--- Problem description ---
From the first line to the last, return the data exactly, with no pictures.

━━━━━ Data section

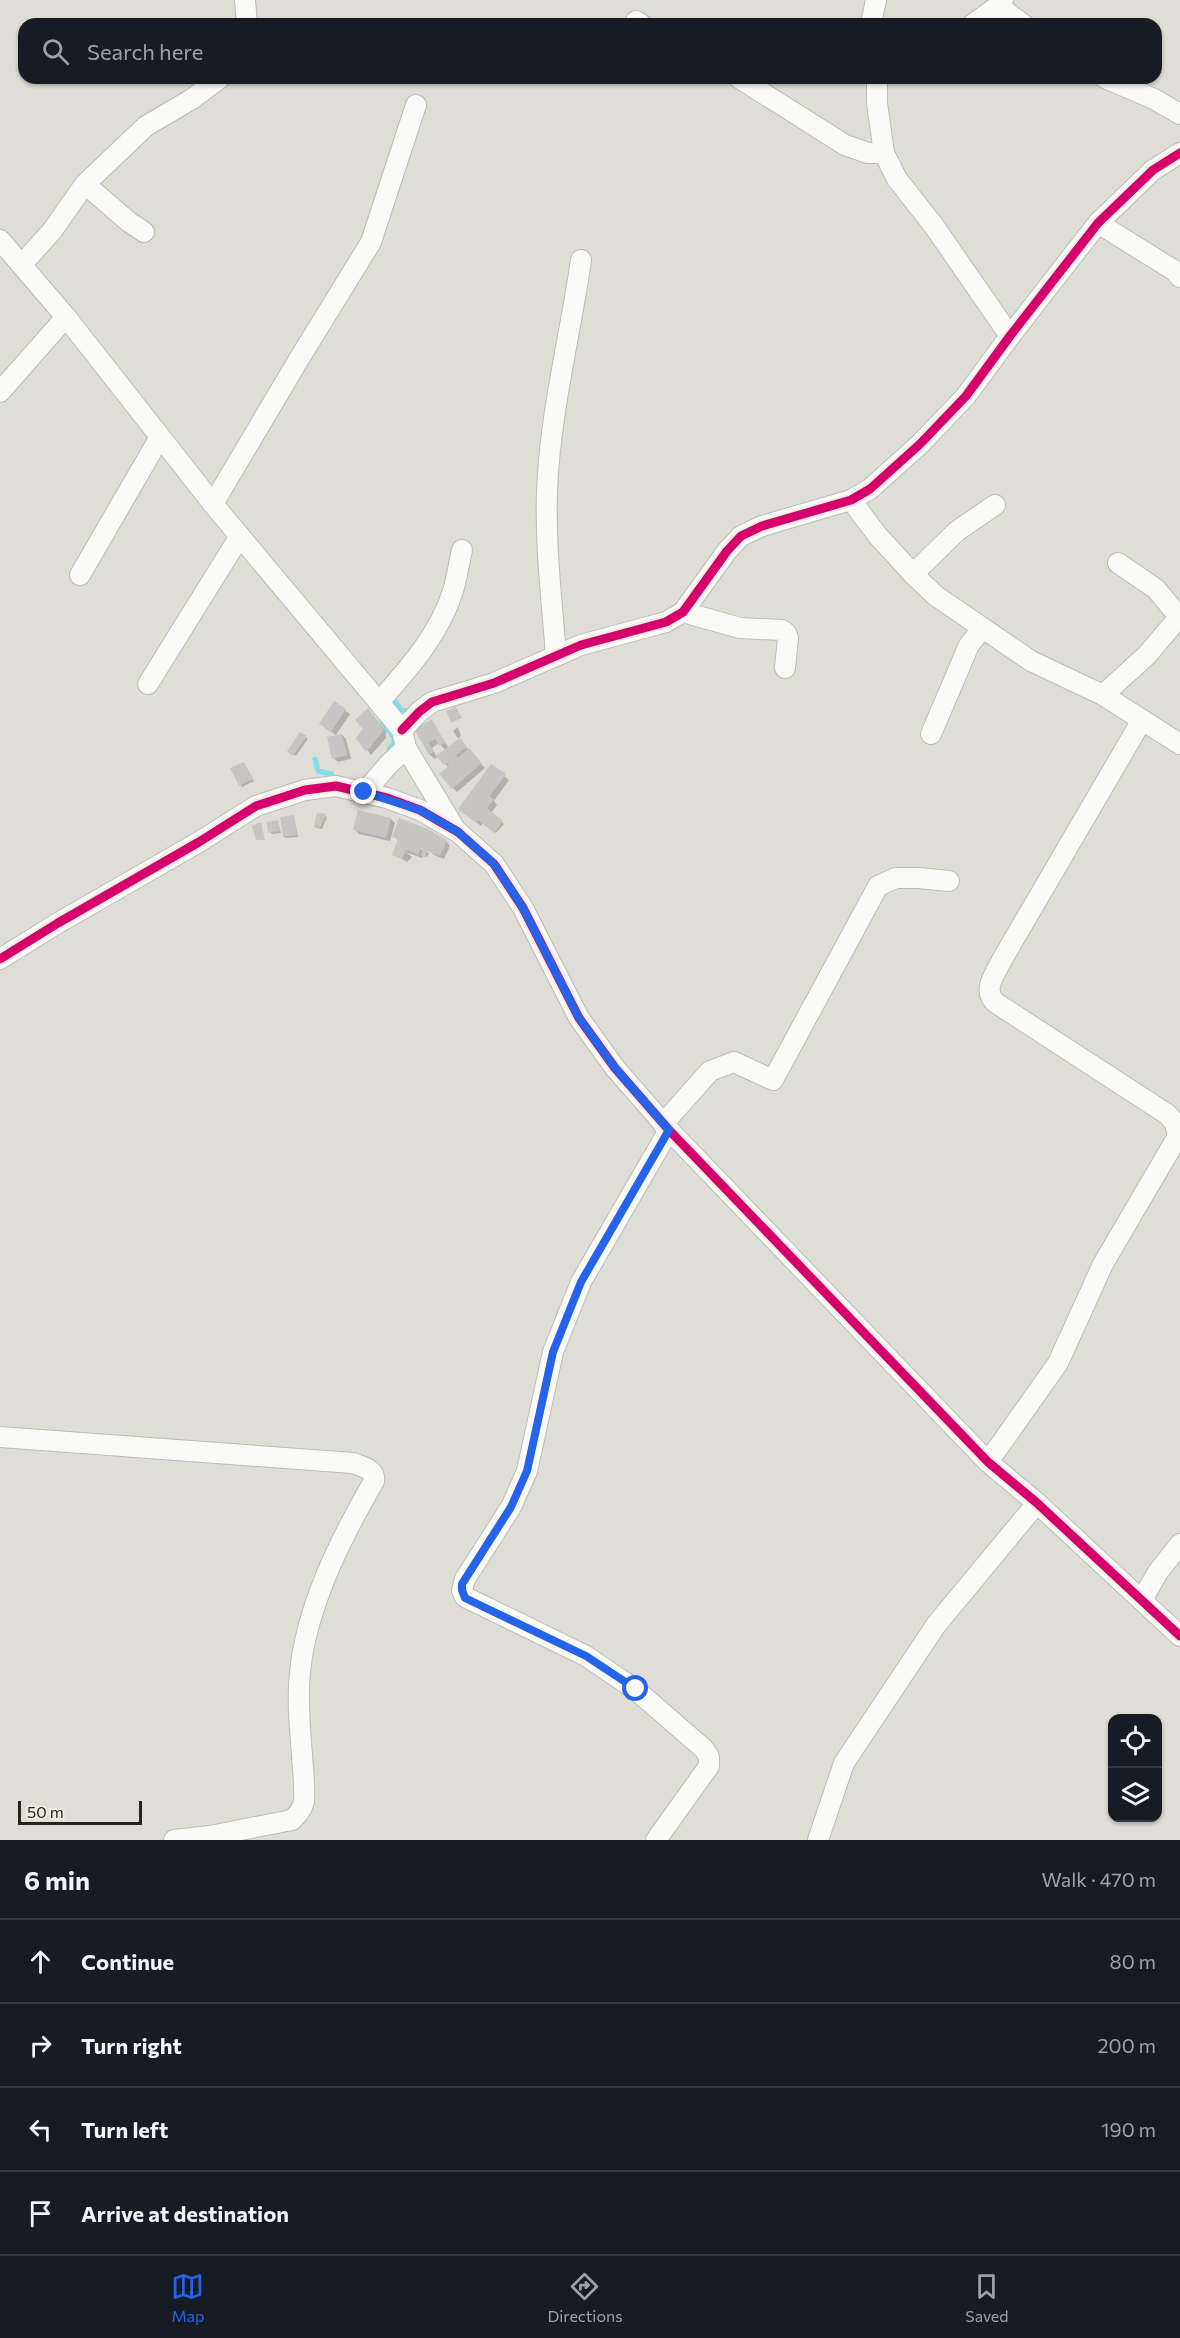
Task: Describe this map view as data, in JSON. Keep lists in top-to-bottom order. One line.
{"scale_bar":"50 m","page":{"search":"Search here","scale":"50 m","heading":["6 min","Walk · 470 m"],"list":[["Continue","80 m"],["Turn right","200 m"],["Turn left","190 m"],"Arrive at destination"],"nav":["Map","Directions","Saved"]}}
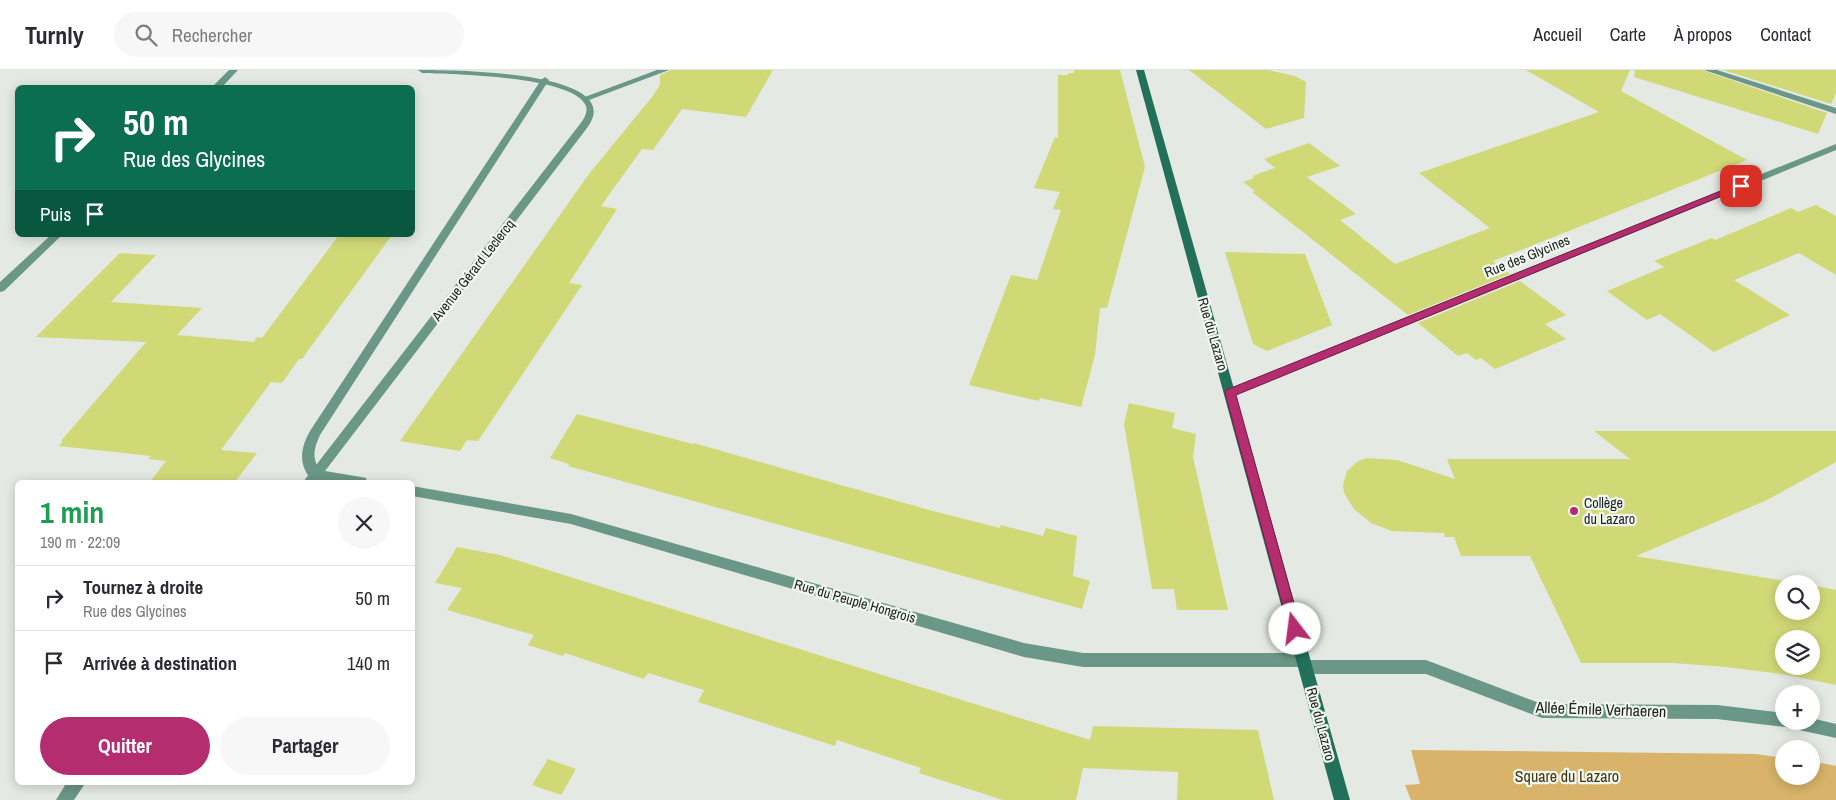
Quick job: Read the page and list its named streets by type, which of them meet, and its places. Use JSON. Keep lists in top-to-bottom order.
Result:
{
  "streets": {
    "street": [
      "Rue des Glycines",
      "Avenue Gérard Leclercq",
      "Rue du Lazaro",
      "Rue du Peuple Hongrois",
      "Allée Émile Verhaeren"
    ]
  },
  "crossings": [
    ["Rue des Glycines", "Rue du Lazaro"],
    ["Rue du Lazaro", "Rue du Peuple Hongrois"],
    ["Rue du Lazaro", "Allée Émile Verhaeren"],
    ["Rue du Peuple Hongrois", "Allée Émile Verhaeren"]
  ],
  "parks": ["Square du Lazaro"],
  "places": ["Collège du Lazaro"],
  "page": {
    "header": "Turnly",
    "search": "Rechercher",
    "nav": [
      "Accueil",
      "Carte",
      "À propos",
      "Contact"
    ],
    "turn": ["50 m", "Rue des Glycines"],
    "then": "Puis",
    "heading": ["1 min", "190 m · 22:09"],
    "list": [
      {
        "name": "Tournez à droite",
        "note": "Rue des Glycines",
        "value": "50 m"
      },
      {
        "name": "Arrivée à destination",
        "value": "140 m"
      }
    ],
    "map_buttons": ["+", "−"],
    "buttons": ["Quitter", "Partager"]
  }
}
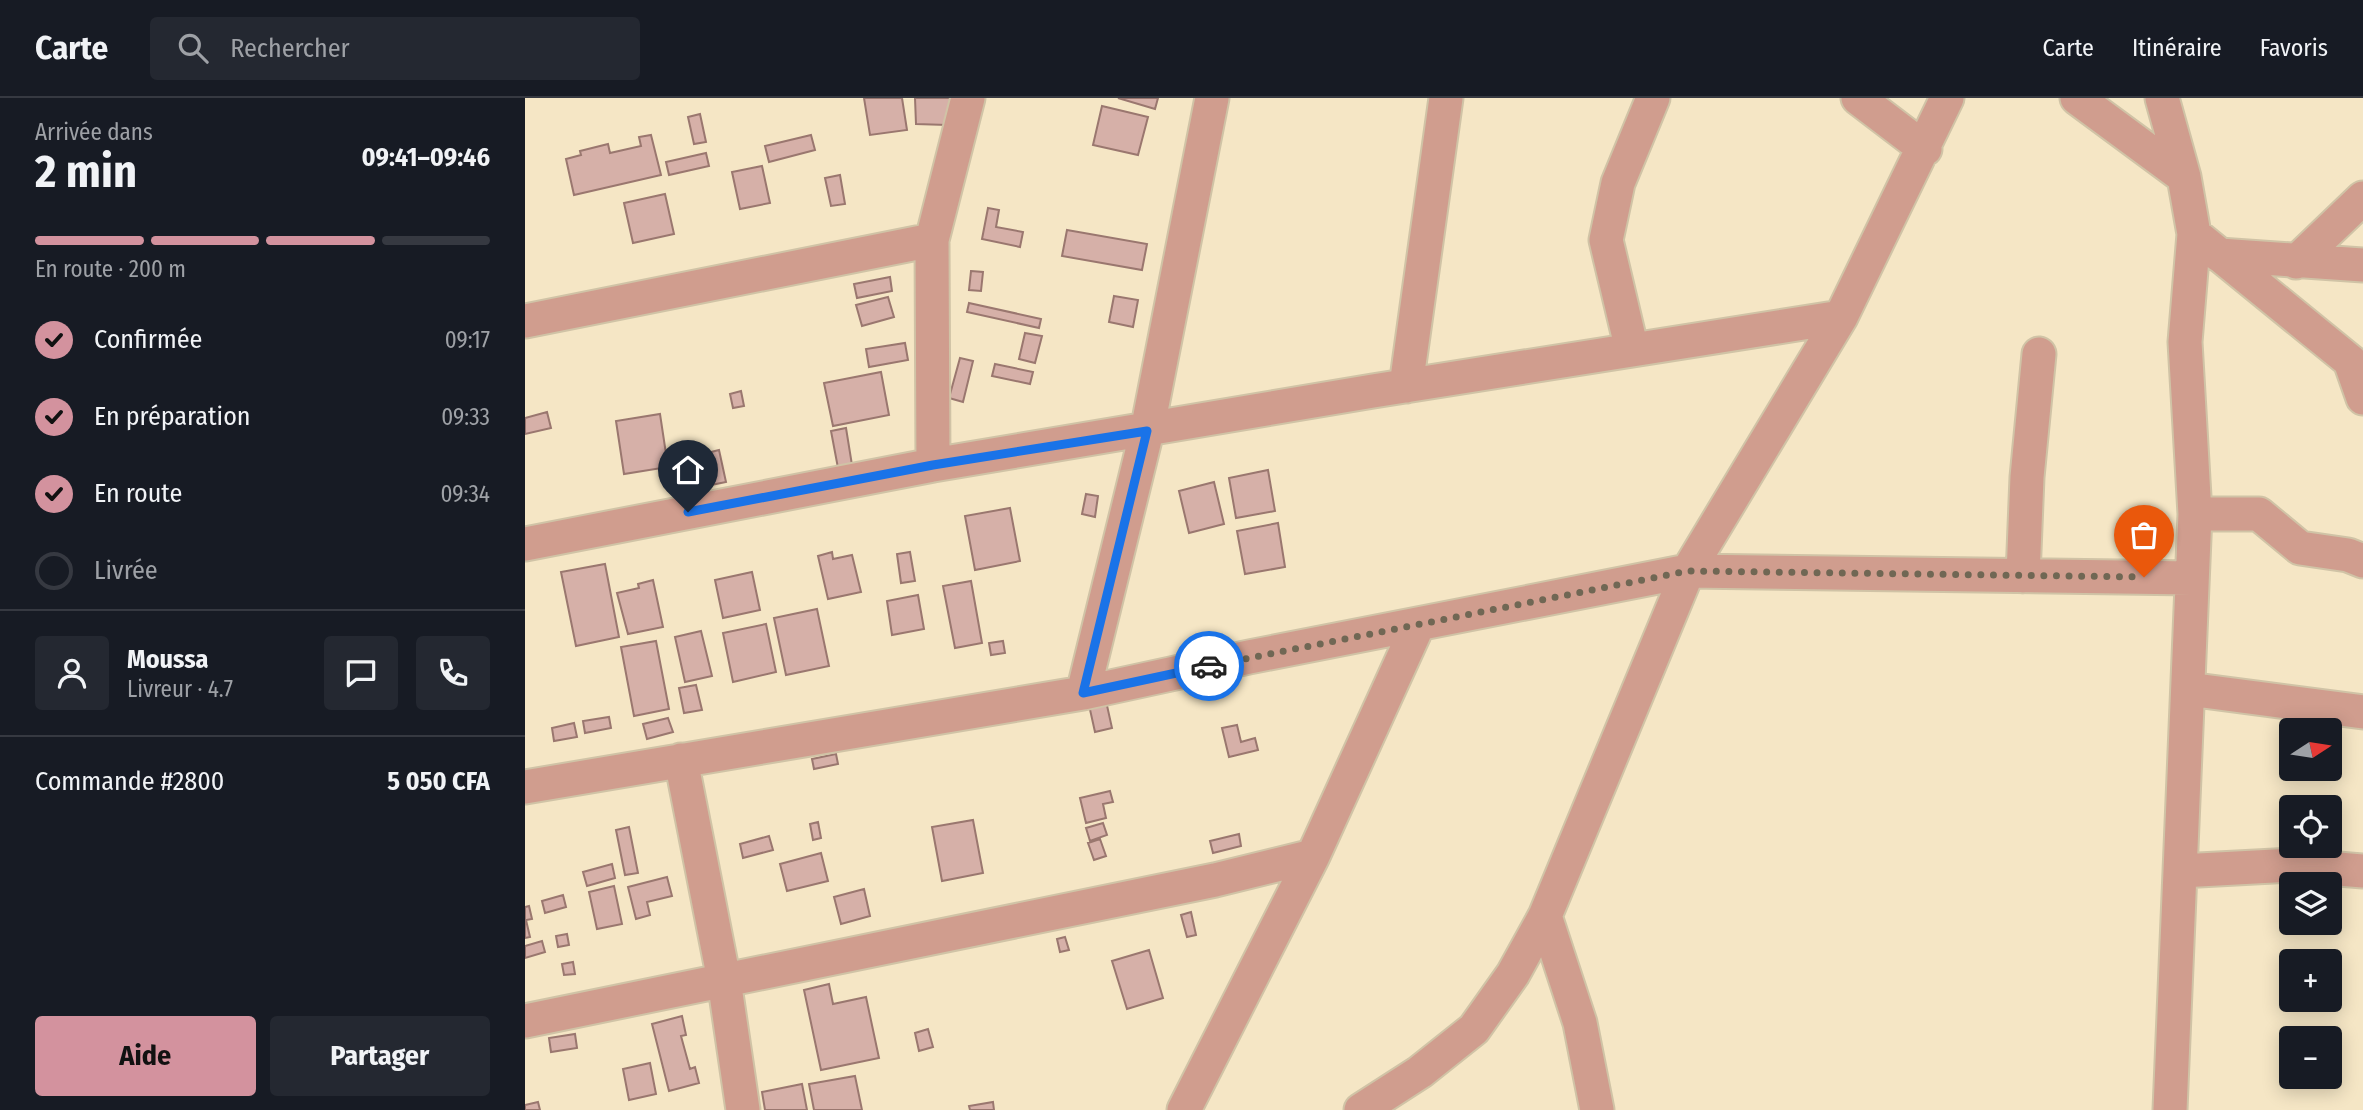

━━━━━━━━━━

--- Completed exercise ---
Task: Describe this map view as data, in JSON. Keep lists in top-to-bottom order. One line.
{"scale_bar":"50 m","page":{"search":"Search here","scale":"50 m","heading":["6 min","Walk · 470 m"],"list":[["Continue","80 m"],["Turn right","200 m"],["Turn left","190 m"],"Arrive at destination"],"nav":["Map","Directions","Saved"]}}
Quick job: Read the page and list its named streets by type, which of them meet, and its places. Use JSON. Keep lists in top-to-bottom order.
Result:
{
  "streets": {
    "street": [
      "Rue des Glycines",
      "Avenue Gérard Leclercq",
      "Rue du Lazaro",
      "Rue du Peuple Hongrois",
      "Allée Émile Verhaeren"
    ]
  },
  "crossings": [
    ["Rue des Glycines", "Rue du Lazaro"],
    ["Rue du Lazaro", "Rue du Peuple Hongrois"],
    ["Rue du Lazaro", "Allée Émile Verhaeren"],
    ["Rue du Peuple Hongrois", "Allée Émile Verhaeren"]
  ],
  "parks": ["Square du Lazaro"],
  "places": ["Collège du Lazaro"],
  "page": {
    "header": "Turnly",
    "search": "Rechercher",
    "nav": [
      "Accueil",
      "Carte",
      "À propos",
      "Contact"
    ],
    "turn": ["50 m", "Rue des Glycines"],
    "then": "Puis",
    "heading": ["1 min", "190 m · 22:09"],
    "list": [
      {
        "name": "Tournez à droite",
        "note": "Rue des Glycines",
        "value": "50 m"
      },
      {
        "name": "Arrivée à destination",
        "value": "140 m"
      }
    ],
    "map_buttons": ["+", "−"],
    "buttons": ["Quitter", "Partager"]
  }
}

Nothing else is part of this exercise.